Could you return all of the listing below exactly, please?

[[ DATA SECTION open ]]

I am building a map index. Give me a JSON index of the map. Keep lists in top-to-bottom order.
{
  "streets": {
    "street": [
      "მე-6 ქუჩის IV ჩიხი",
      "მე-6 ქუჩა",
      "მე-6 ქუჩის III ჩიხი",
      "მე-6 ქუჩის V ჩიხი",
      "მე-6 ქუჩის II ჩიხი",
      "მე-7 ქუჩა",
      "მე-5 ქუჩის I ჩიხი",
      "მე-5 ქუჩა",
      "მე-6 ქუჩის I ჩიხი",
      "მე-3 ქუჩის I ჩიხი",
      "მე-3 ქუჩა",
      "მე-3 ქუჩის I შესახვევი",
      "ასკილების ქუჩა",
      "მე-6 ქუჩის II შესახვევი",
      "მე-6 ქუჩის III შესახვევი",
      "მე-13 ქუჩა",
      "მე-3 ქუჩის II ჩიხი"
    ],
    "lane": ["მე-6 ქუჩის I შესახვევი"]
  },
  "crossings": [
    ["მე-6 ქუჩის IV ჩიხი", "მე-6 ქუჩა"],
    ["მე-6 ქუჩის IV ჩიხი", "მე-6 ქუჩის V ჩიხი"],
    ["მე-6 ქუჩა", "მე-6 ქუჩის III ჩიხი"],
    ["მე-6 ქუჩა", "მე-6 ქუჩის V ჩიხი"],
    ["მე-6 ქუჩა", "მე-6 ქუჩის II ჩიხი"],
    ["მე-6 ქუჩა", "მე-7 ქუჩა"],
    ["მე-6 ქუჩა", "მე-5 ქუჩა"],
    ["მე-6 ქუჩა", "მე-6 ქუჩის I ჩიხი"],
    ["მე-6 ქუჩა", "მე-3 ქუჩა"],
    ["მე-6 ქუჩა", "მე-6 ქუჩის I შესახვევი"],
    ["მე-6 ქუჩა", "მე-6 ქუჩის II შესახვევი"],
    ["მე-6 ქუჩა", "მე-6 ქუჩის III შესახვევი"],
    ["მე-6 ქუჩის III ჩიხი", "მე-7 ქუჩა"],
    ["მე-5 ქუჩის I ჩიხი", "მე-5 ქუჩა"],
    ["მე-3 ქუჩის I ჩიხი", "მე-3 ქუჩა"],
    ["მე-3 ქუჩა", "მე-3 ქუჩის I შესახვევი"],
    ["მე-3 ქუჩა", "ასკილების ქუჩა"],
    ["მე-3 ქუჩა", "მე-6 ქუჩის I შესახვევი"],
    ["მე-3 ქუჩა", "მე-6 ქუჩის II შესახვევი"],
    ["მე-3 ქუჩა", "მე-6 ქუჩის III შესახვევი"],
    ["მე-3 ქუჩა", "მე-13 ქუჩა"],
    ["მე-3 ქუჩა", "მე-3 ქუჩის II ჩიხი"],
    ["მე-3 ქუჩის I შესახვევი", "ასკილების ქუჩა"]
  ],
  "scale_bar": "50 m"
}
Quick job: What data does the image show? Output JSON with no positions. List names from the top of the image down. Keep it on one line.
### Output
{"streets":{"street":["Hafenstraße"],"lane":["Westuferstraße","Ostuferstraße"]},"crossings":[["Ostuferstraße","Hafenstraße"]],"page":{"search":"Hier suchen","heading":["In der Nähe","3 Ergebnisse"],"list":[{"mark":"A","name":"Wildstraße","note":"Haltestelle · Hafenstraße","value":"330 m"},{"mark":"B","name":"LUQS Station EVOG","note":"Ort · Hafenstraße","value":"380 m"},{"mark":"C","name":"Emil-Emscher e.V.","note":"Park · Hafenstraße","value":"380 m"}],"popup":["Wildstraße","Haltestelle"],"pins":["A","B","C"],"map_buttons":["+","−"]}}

[[ DATA SECTION closed ]]

=== ANSWER FOR THE TASK ===
I am building a map index. Give me a JSON index of the map. Keep lists in top-to-bottom order.
{
  "streets": {
    "street": [
      "მე-6 ქუჩის IV ჩიხი",
      "მე-6 ქუჩა",
      "მე-6 ქუჩის III ჩიხი",
      "მე-6 ქუჩის V ჩიხი",
      "მე-6 ქუჩის II ჩიხი",
      "მე-7 ქუჩა",
      "მე-5 ქუჩის I ჩიხი",
      "მე-5 ქუჩა",
      "მე-6 ქუჩის I ჩიხი",
      "მე-3 ქუჩის I ჩიხი",
      "მე-3 ქუჩა",
      "მე-3 ქუჩის I შესახვევი",
      "ასკილების ქუჩა",
      "მე-6 ქუჩის II შესახვევი",
      "მე-6 ქუჩის III შესახვევი",
      "მე-13 ქუჩა",
      "მე-3 ქუჩის II ჩიხი"
    ],
    "lane": ["მე-6 ქუჩის I შესახვევი"]
  },
  "crossings": [
    ["მე-6 ქუჩის IV ჩიხი", "მე-6 ქუჩა"],
    ["მე-6 ქუჩის IV ჩიხი", "მე-6 ქუჩის V ჩიხი"],
    ["მე-6 ქუჩა", "მე-6 ქუჩის III ჩიხი"],
    ["მე-6 ქუჩა", "მე-6 ქუჩის V ჩიხი"],
    ["მე-6 ქუჩა", "მე-6 ქუჩის II ჩიხი"],
    ["მე-6 ქუჩა", "მე-7 ქუჩა"],
    ["მე-6 ქუჩა", "მე-5 ქუჩა"],
    ["მე-6 ქუჩა", "მე-6 ქუჩის I ჩიხი"],
    ["მე-6 ქუჩა", "მე-3 ქუჩა"],
    ["მე-6 ქუჩა", "მე-6 ქუჩის I შესახვევი"],
    ["მე-6 ქუჩა", "მე-6 ქუჩის II შესახვევი"],
    ["მე-6 ქუჩა", "მე-6 ქუჩის III შესახვევი"],
    ["მე-6 ქუჩის III ჩიხი", "მე-7 ქუჩა"],
    ["მე-5 ქუჩის I ჩიხი", "მე-5 ქუჩა"],
    ["მე-3 ქუჩის I ჩიხი", "მე-3 ქუჩა"],
    ["მე-3 ქუჩა", "მე-3 ქუჩის I შესახვევი"],
    ["მე-3 ქუჩა", "ასკილების ქუჩა"],
    ["მე-3 ქუჩა", "მე-6 ქუჩის I შესახვევი"],
    ["მე-3 ქუჩა", "მე-6 ქუჩის II შესახვევი"],
    ["მე-3 ქუჩა", "მე-6 ქუჩის III შესახვევი"],
    ["მე-3 ქუჩა", "მე-13 ქუჩა"],
    ["მე-3 ქუჩა", "მე-3 ქუჩის II ჩიხი"],
    ["მე-3 ქუჩის I შესახვევი", "ასკილების ქუჩა"]
  ],
  "scale_bar": "50 m"
}
Quick job: What data does the image show? Output JSON with no positions. List names from the top of the image down. Keep it on one line.
### Output
{"streets":{"street":["Hafenstraße"],"lane":["Westuferstraße","Ostuferstraße"]},"crossings":[["Ostuferstraße","Hafenstraße"]],"page":{"search":"Hier suchen","heading":["In der Nähe","3 Ergebnisse"],"list":[{"mark":"A","name":"Wildstraße","note":"Haltestelle · Hafenstraße","value":"330 m"},{"mark":"B","name":"LUQS Station EVOG","note":"Ort · Hafenstraße","value":"380 m"},{"mark":"C","name":"Emil-Emscher e.V.","note":"Park · Hafenstraße","value":"380 m"}],"popup":["Wildstraße","Haltestelle"],"pins":["A","B","C"],"map_buttons":["+","−"]}}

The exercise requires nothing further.